Monday, May 28, 2012

Kerrying Water For Obama

"Kerry hits Romney on foreign policy; Says he is wrong to see Russia as foe" by Bobby Caina Calvan  |  Globe Staff, May 26, 2012

WASHINGTON - Raising his visibility as a leading voice for President Obama on foreign policy issues, Senator John Kerry Friday called Mitt Romney “naive’’ and “wrong’’ for asserting that Russia is the nation’s top enemy. 

Related: Romney and Russia

Kerry, who chairs the Senate Foreign Relations Committee, criticized the former Massachusetts governor and presumed GOP presidential nominee for being “inappropriately threatening’’ when the two countries should be seeking cooperation.

“I think that candidate Romney has been breathtakingly off target, and naive, and in fact wrong in his judgment about Russia when he said Russia is our number one foe,’’ Kerry said in an interview aired Friday night on Bloomberg TV’s “Political Capital with Al Hunt.’’  

Maybe Mitt was right? They certainly will be if EUSrael attacks Iran.

During an interview with CNN in March, Romney called Russia “without question our number one geopolitical foe’’ in the wake of President Obama’s “hot mike’’ comment in Seoul to then-Russian President Dmitry Medvedev that he would have “more flexibility’’ in diplomatic dealings with Russia after the presidential election.

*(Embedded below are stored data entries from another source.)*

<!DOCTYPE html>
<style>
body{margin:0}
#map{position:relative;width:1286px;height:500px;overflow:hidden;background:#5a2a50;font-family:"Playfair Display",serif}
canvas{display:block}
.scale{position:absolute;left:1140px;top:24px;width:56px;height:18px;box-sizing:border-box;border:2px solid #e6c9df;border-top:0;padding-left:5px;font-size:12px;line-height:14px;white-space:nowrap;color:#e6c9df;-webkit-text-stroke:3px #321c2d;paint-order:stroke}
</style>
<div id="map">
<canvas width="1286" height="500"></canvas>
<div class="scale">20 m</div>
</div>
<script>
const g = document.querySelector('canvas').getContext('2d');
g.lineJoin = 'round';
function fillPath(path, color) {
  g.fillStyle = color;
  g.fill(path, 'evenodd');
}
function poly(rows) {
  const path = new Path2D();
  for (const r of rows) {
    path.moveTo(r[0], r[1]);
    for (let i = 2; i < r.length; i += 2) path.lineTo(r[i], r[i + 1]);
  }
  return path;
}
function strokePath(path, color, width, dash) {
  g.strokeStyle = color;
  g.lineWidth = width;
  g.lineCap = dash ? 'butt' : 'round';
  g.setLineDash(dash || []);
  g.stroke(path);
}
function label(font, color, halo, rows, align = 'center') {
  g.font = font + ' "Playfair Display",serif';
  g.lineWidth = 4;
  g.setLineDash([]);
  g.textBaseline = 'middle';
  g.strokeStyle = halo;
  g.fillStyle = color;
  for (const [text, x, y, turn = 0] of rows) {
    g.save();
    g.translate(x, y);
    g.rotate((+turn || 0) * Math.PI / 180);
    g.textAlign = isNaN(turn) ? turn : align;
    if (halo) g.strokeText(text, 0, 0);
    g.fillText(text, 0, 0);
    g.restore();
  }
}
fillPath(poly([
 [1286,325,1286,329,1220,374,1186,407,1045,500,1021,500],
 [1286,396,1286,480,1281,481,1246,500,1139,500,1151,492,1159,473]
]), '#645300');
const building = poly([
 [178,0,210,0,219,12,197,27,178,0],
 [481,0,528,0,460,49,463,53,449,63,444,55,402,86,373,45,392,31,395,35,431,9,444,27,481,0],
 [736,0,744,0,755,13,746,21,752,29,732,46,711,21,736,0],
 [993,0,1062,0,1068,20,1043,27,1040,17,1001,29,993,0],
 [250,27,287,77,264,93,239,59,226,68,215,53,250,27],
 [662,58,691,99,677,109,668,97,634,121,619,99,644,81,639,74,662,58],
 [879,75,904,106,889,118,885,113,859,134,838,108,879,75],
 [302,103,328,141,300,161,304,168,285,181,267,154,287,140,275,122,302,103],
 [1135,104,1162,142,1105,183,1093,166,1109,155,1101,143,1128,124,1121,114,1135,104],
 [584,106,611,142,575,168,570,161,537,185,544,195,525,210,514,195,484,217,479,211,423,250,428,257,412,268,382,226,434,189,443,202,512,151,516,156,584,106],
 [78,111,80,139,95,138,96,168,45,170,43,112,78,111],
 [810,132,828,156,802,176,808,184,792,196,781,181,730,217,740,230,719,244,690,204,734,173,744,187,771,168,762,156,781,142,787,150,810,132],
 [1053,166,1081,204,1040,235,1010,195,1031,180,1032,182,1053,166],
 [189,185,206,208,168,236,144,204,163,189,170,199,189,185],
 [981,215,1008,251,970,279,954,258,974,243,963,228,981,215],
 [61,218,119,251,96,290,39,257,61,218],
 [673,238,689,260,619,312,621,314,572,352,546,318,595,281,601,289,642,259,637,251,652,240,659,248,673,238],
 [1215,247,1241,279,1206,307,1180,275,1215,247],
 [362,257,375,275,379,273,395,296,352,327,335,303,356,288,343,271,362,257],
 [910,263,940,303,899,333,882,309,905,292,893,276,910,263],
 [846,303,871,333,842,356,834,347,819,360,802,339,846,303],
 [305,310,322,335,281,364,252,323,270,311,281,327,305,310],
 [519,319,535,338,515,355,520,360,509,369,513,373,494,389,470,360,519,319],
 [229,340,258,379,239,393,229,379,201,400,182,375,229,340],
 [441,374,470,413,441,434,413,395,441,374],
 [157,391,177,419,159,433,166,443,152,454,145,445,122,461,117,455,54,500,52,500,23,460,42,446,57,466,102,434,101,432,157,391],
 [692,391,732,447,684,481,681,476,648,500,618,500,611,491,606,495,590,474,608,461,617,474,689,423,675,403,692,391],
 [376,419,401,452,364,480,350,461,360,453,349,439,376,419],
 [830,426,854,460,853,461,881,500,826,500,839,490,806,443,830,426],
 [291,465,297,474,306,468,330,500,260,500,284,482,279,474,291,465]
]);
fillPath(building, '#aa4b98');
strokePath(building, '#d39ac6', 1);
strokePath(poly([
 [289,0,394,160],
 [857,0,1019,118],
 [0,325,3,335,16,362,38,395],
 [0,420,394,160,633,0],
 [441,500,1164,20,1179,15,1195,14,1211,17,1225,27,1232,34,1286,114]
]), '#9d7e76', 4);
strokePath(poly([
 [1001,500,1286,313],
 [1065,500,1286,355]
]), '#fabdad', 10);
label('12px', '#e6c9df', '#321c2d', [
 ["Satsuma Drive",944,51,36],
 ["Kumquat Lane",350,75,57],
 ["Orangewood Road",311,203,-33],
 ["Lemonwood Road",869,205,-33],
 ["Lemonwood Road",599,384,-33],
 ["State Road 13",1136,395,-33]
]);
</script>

In an opinion piece Sunday in the Chicago Tribune, Romney clearly viewed Moscow as a threat, calling “a revanchist Russia’’ a peril to the NATO alliance.

“At the same time that President Obama has been weakening our military, he has sent the message - intentionally or not - that the worth of NATO has diminished in America’s eyes,’’ Romney wrote. He did not respond to requests for comment Friday.

Kerry’s remarks echoed similar statements by President George W. Bush’s secretary of state Colin Powell, who earlier this week cautioned Romney about describing Russia as a foe.   

Related: Powell sizes up Romney’s foreign policy stance

“Foe means enemy,’’ Powell told CNN. “Will we have differences of opinion with the Russians? Yes. Will they get mad at us from time to time, and we get mad at them? That’s part of the normal diplomatic relations.’’

Without naming names, Powell also raised concerns in an MSNBC interview about Romney’s foreign-policy advisers, saying some were “quite far to the right.’’

One of the advisers is John Bolton, the conservative ambassador to the United Nations under Bush. When Bush nominated Bolton for that position, Powell, who had left the State Department, declined to join five other former Republican secretaries of state in endorsing him.

 Yes, Romney's advisers are full of former Bush neo-cons.

Kerry, expected to be on the short list of possible successors to Secretary of State Hillary Rodham Clinton in a second Obama term, said he recently met with Russia’s foreign minister, Sergei Lavrov, and learned how similar the US and Russian positions are on Syria, which has been beset by more than a year of civil unrest.

Why, where is she going now?

The United States has proposed sanctions against the government of Syrian President Bashar Assad, but Moscow and Beijing have resisted.

Kerry said the Russians “believe Assad has to go. I don’t think most people know that. They have a difference of opinion as to how we might achieve that and I think there are ways for us to actually be much more cooperative with Russia on a number of issues. So I think it is an enormous mistake to push Russia away and to make it the enemy that it is not today.’’  

Related: US will seek Russia's help in brokering exit of Assad

Certainly, the level of US-Russia cooperation could be better, Kerry said.

“But we have much bigger problems on this planet in the Middle East, with the evolution of Egypt, with the challenge of Syria, terrorism, Al Qaeda in Yemen, and so forth in the Arabian Peninsula.’’  

Translation: FULFILLING ISRAEL'S HEGEMONIC DESIRES is our TOP PRIORITY!

Kerry is an obvious go-to spokesman for Democrats on matters of geopolitics. “He’s chairman of the Foreign Relations Committee, and he’s been traveling the world. He’s got expertise,’’ said Kurt Volker, who served as the US ambassador to NATO from 2008-09.

A top Kerry aide who asked not to be identified also said, “He’s a natural foil for Romney because they are from the same state.’’

It represents a role reversal from eight years ago when Romney, in a prime-time speech at the 2004 Republican National Convention, assailed then-presidential candidate Kerry....

Friday’s Bloomberg interview was not the first time Kerry has found fault with Romney’s foreign policy pronouncements. In a March opinion article in the Washington Post, Kerry took issue with Romney’s comments on the campaign stump on Iran’s nuclear development. Romney had pounded Obama for, in his view, not taking seriously enough the threat posed by Iran.

“Creating false differences with President Obama to score political points does nothing to move Iran off a dangerous nuclear course,’’ wrote Kerry. “Worse, Romney does not even do Americans the courtesy of describing how he would do anything different from what the Obama administration has already done.’’

Ever notice discussions of U.S foreign policy always seem to come back to Iran?